*** Provided records Section Begins ***

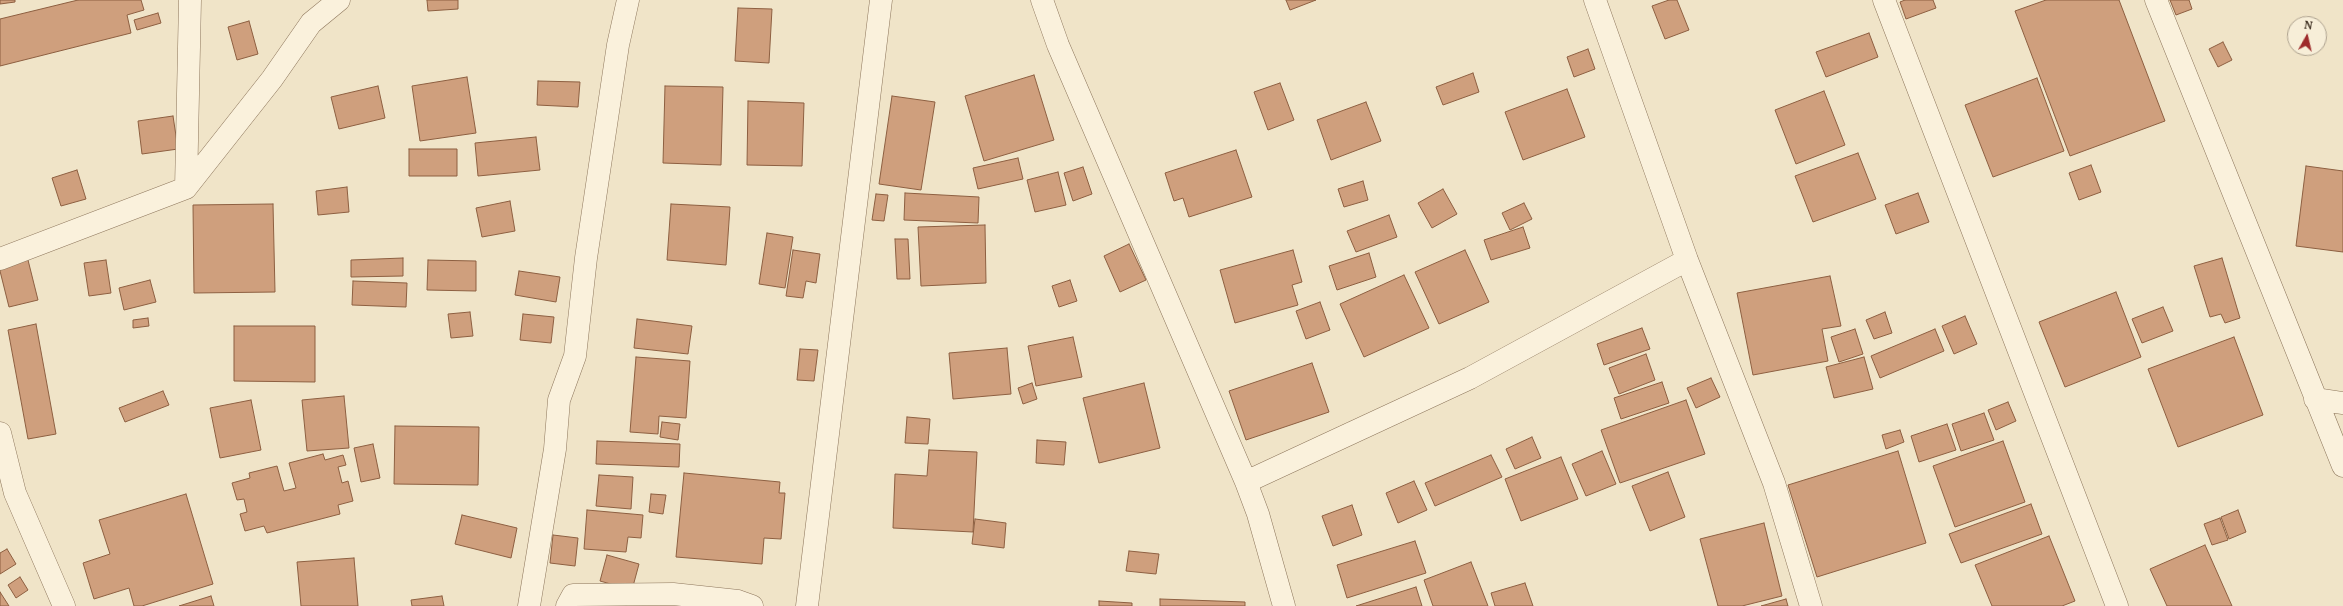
<!DOCTYPE html>
<style>
body{margin:0}
#map{position:relative;width:2343px;height:606px;overflow:hidden;background:#f0e4c8;font-family:"PT Serif",serif}
canvas{display:block}
.north{position:absolute;left:2287px;top:16px;width:40px;height:40px;box-sizing:border-box;background:#f7eed8;border:1px solid #ada18e;border-radius:50%;rotate:8deg;font-size:11px;font-weight:700;line-height:16px;text-align:center;color:#3d2e20}
.north::after{content:'';display:block;margin:auto;width:14px;height:18px;background:#9e2a2b;clip-path:polygon(50% 0,100% 100%,50% 72%,0 100%)}
</style>
<div id="map">
<canvas width="2343" height="606"></canvas>
<div class="north">N</div>
</div>
<script>
const g = document.querySelector('canvas').getContext('2d');
g.lineJoin = 'round';
function paint(path, color) { g.fillStyle = color; g.fill(path, 'evenodd'); }
const shape = rows => new Path2D(rows.map(r => 'M' + r).join(''));
function stroke(path, color, width, dash) { g.strokeStyle = color; g.lineWidth = width; g.lineCap = dash ? 'butt' : 'round'; g.setLineDash(dash || []); g.stroke(path); }
const building = shape([
 [0,0,15,0,15,2,0,4,0,0],
 [78,0,141,0,144,10,127,15,131,33,0,66,0,19,78,0],
 [427,0,458,0,458,9,428,11,427,0],
 [1286,0,1316,0,1290,10,1286,0],
 [1669,0,1677,0,1689,30,1665,39,1652,6,1669,0],
 [1905,0,1933,0,1936,8,1906,19,1900,2,1905,0],
 [2046,0,2119,0,2165,121,2070,156,2015,11,2046,0],
 [2170,0,2189,0,2192,9,2176,15,2170,0],
 [738,8,772,9,769,63,735,61,738,8],
 [158,13,161,23,137,30,134,20,158,13],
 [249,21,258,54,237,60,228,27,249,21],
 [1869,33,1878,57,1826,77,1816,52,1869,33],
 [2223,42,2232,60,2218,67,2209,49,2223,42],
 [1588,49,1595,69,1574,77,1567,57,1588,49],
 [1473,73,1479,92,1443,105,1436,87,1473,73],
 [1034,75,1054,140,984,161,965,96,1034,75],
 [467,77,476,133,420,141,412,86,467,77],
 [2037,78,2064,151,1993,177,1965,105,2037,78],
 [538,81,580,82,578,107,537,105,538,81],
 [1280,83,1294,120,1268,130,1254,92,1280,83],
 [378,86,385,118,339,129,331,97,378,86],
 [665,86,723,87,721,165,663,163,665,86],
 [1567,89,1585,137,1523,160,1505,112,1567,89],
 [1824,91,1845,145,1796,164,1775,110,1824,91],
 [892,96,935,102,921,190,879,184,892,96],
 [748,101,804,103,802,166,747,165,748,101],
 [1366,102,1381,141,1331,160,1317,120,1366,102],
 [173,116,178,149,142,154,138,121,173,116],
 [536,137,540,170,478,176,475,143,536,137],
 [409,149,457,149,457,176,409,176,409,149],
 [1236,150,1252,197,1189,217,1183,198,1174,201,1165,173,1236,150],
 [1858,153,1876,199,1813,222,1795,176,1858,153],
 [1018,158,1023,179,978,189,973,168,1018,158],
 [2091,165,2101,192,2079,200,2069,173,2091,165],
 [2306,166,2343,171,2343,252,2296,246,2306,166],
 [1083,167,1092,194,1073,201,1064,173,1083,167],
 [77,170,86,199,61,206,52,178,77,170],
 [1058,172,1066,205,1035,212,1027,180,1058,172],
 [1363,181,1368,200,1344,207,1338,189,1363,181],
 [347,187,349,212,318,215,316,191,347,187],
 [1443,189,1457,214,1432,228,1418,203,1443,189],
 [905,193,979,197,978,223,904,220,905,193],
 [1918,193,1929,222,1896,234,1885,205,1918,193],
 [876,194,888,195,884,221,872,220,876,194],
 [510,201,515,231,482,237,476,208,510,201],
 [1524,203,1532,219,1510,230,1502,213,1524,203],
 [273,204,275,292,194,293,193,205,273,204],
 [671,204,730,207,726,265,667,260,671,204],
 [1389,215,1397,237,1356,252,1347,231,1389,215],
 [985,225,986,283,921,286,918,227,985,225],
 [1523,227,1530,248,1491,260,1484,240,1523,227],
 [767,233,793,237,785,288,759,284,767,233],
 [895,239,908,239,910,279,897,279,895,239],
 [1129,244,1146,280,1120,292,1104,256,1129,244],
 [793,250,820,254,816,283,806,281,803,298,786,296,793,250],
 [1293,250,1302,282,1292,285,1298,305,1235,323,1220,270,1293,250],
 [1465,250,1489,302,1439,324,1415,272,1465,250],
 [1369,253,1376,277,1337,290,1329,266,1369,253],
 [27,256,38,300,9,307,0,271,0,262,27,256],
 [403,258,403,276,351,277,351,260,403,258],
 [2222,258,2240,318,2225,323,2221,314,2210,317,2194,266,2222,258],
 [106,260,111,293,89,296,84,263,106,260],
 [428,260,476,261,476,291,427,290,428,260],
 [519,271,560,277,556,302,515,295,519,271],
 [1404,275,1429,328,1364,357,1340,304,1404,275],
 [1830,276,1841,326,1822,329,1828,361,1753,375,1737,293,1830,276],
 [150,280,156,302,124,310,119,288,150,280],
 [1070,280,1077,301,1059,307,1052,286,1070,280],
 [353,281,407,283,406,307,352,305,353,281],
 [2116,292,2141,357,2065,387,2039,322,2116,292],
 [1320,302,1330,330,1306,339,1296,311,1320,302],
 [2163,307,2173,331,2142,343,2132,319,2163,307],
 [470,312,473,336,451,338,448,314,470,312],
 [1885,312,1892,333,1874,339,1866,320,1885,312],
 [523,314,554,317,551,343,520,340,523,314],
 [1965,316,1977,344,1954,354,1942,326,1965,316],
 [148,318,149,326,133,328,133,320,148,318],
 [637,319,692,326,688,354,634,348,637,319],
 [36,324,56,434,28,439,8,330,36,324],
 [234,326,315,326,315,382,234,381,234,326],
 [1642,328,1650,349,1604,365,1597,344,1642,328],
 [1855,329,1863,354,1839,362,1831,337,1855,329],
 [1935,329,1944,351,1880,378,1871,356,1935,329],
 [1073,337,1082,377,1036,386,1028,346,1073,337],
 [2234,337,2263,415,2178,447,2148,369,2234,337],
 [1007,348,1011,394,953,399,949,353,1007,348],
 [800,349,818,350,814,381,797,380,800,349],
 [1646,354,1655,380,1619,394,1609,368,1646,354],
 [636,357,690,361,686,418,659,416,658,434,630,432,636,357],
 [1864,357,1873,389,1834,398,1826,367,1864,357],
 [1312,363,1329,412,1246,440,1229,391,1312,363],
 [1711,378,1720,397,1696,408,1687,388,1711,378],
 [1662,382,1669,403,1621,419,1614,398,1662,382],
 [1032,383,1037,399,1023,404,1018,388,1032,383],
 [1144,383,1160,448,1099,463,1083,398,1144,383],
 [163,391,169,405,125,422,119,408,163,391],
 [344,396,349,448,307,451,302,400,344,396],
 [251,400,261,450,220,458,210,408,251,400],
 [1686,400,1705,454,1620,483,1601,430,1686,400],
 [2008,402,2016,421,1996,430,1988,410,2008,402],
 [1984,413,1994,440,1961,451,1952,424,1984,413],
 [907,417,930,419,928,444,905,443,907,417],
 [662,422,680,424,678,440,660,437,662,422],
 [1947,424,1956,450,1919,462,1911,436,1947,424],
 [395,426,479,427,478,485,394,484,395,426],
 [1900,430,1904,442,1886,449,1882,435,1900,430],
 [1532,437,1541,458,1515,469,1506,449,1532,437],
 [1037,440,1066,442,1064,465,1036,463,1037,440],
 [597,441,680,444,679,467,596,464,597,441],
 [2003,441,2025,502,1955,527,1933,466,2003,441],
 [373,444,380,478,361,482,354,448,373,444],
 [929,450,977,452,973,532,893,528,895,474,927,476,929,450],
 [1602,451,1616,484,1586,496,1572,464,1602,451],
 [1898,451,1926,543,1817,577,1788,485,1898,451],
 [323,454,325,460,343,455,346,465,338,467,342,483,348,481,353,501,338,505,340,514,267,533,264,526,245,531,240,514,247,512,244,499,237,500,232,483,250,478,249,473,277,466,284,491,296,488,289,463,323,454],
 [1491,455,1502,477,1435,506,1425,483,1491,455],
 [1561,457,1578,499,1521,521,1505,479,1561,457],
 [1668,472,1685,517,1650,531,1632,486,1668,472],
 [684,473,780,482,779,493,785,493,781,539,764,538,762,564,676,557,684,473],
 [599,475,633,477,631,509,596,506,599,475],
 [1414,481,1427,510,1398,523,1386,493,1414,481],
 [186,494,213,584,142,606,134,606,129,588,94,599,83,563,110,554,99,520,186,494],
 [651,494,666,495,663,514,649,512,651,494],
 [2031,504,2042,534,1961,563,1949,534,2031,504],
 [1352,505,1362,535,1333,546,1322,516,1352,505],
 [587,510,643,515,641,538,628,537,626,552,584,549,587,510],
 [2238,510,2246,532,2229,539,2221,517,2238,510],
 [462,515,517,528,511,558,455,544,462,515],
 [2220,518,2228,540,2212,545,2204,524,2220,518],
 [975,519,1006,523,1004,548,972,544,975,519],
 [1764,523,1782,596,1742,606,1718,606,1700,539,1764,523],
 [553,535,578,538,575,566,550,563,553,535],
 [2049,536,2075,601,2062,606,1992,606,1975,565,2049,536],
 [1415,541,1426,573,1347,598,1337,565,1415,541],
 [2205,545,2232,606,2167,606,2150,569,2205,545],
 [7,549,16,564,0,574,0,553,7,549],
 [1129,551,1159,554,1156,574,1126,571,1129,551],
 [607,555,639,564,632,590,600,581,607,555],
 [354,558,358,606,301,606,297,562,354,558],
 [1471,562,1488,606,1433,606,1424,580,1471,562],
 [20,577,28,590,16,598,8,585,20,577],
 [1525,583,1533,606,1495,606,1491,593,1525,583],
 [1416,587,1422,606,1356,606,1416,587],
 [0,592,9,606,0,606,0,592],
 [211,596,214,606,179,606,211,596],
 [442,596,444,606,412,606,411,600,442,596],
 [1160,599,1245,602,1245,606,1160,606,1160,599],
 [1786,599,1788,606,1761,606,1786,599],
 [1099,601,1132,603,1132,606,1099,606,1099,601]
]);
paint(building, '#cf9f7d');
stroke(building, '#8d5f41', 1);
const minor = shape([
 [1042,0,1058,45,1246,482,1258,514,1284,606],
 [1595,0,1687,260,1774,483,1811,606],
 [1884,0,2117,606],
 [2156,0,2343,466],
 [186,188,190,0],
 [0,259,186,188,272,79,311,23,339,0],
 [2315,399,2343,403],
 [0,433,15,493,64,606],
 [1246,482,1470,378,1687,260],
 [529,606,555,449,559,400,575,356,586,258,618,45,628,0],
 [567,606,573,595,673,594,738,601,752,606],
 [807,606,881,0]
]);
stroke(minor, '#8d765c', 23);
stroke(minor, '#faf1dc', 22);
</script>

*** Provided records Section Ends ***

Assigned task => Reproduce the data above word for word from its first line through the line that holds "const shape = rows", both ends included; skip pictures.

Completed task =>
<!DOCTYPE html>
<style>
body{margin:0}
#map{position:relative;width:2343px;height:606px;overflow:hidden;background:#f0e4c8;font-family:"PT Serif",serif}
canvas{display:block}
.north{position:absolute;left:2287px;top:16px;width:40px;height:40px;box-sizing:border-box;background:#f7eed8;border:1px solid #ada18e;border-radius:50%;rotate:8deg;font-size:11px;font-weight:700;line-height:16px;text-align:center;color:#3d2e20}
.north::after{content:'';display:block;margin:auto;width:14px;height:18px;background:#9e2a2b;clip-path:polygon(50% 0,100% 100%,50% 72%,0 100%)}
</style>
<div id="map">
<canvas width="2343" height="606"></canvas>
<div class="north">N</div>
</div>
<script>
const g = document.querySelector('canvas').getContext('2d');
g.lineJoin = 'round';
function paint(path, color) { g.fillStyle = color; g.fill(path, 'evenodd'); }
const shape = rows => new Path2D(rows.map(r => 'M' + r).join(''));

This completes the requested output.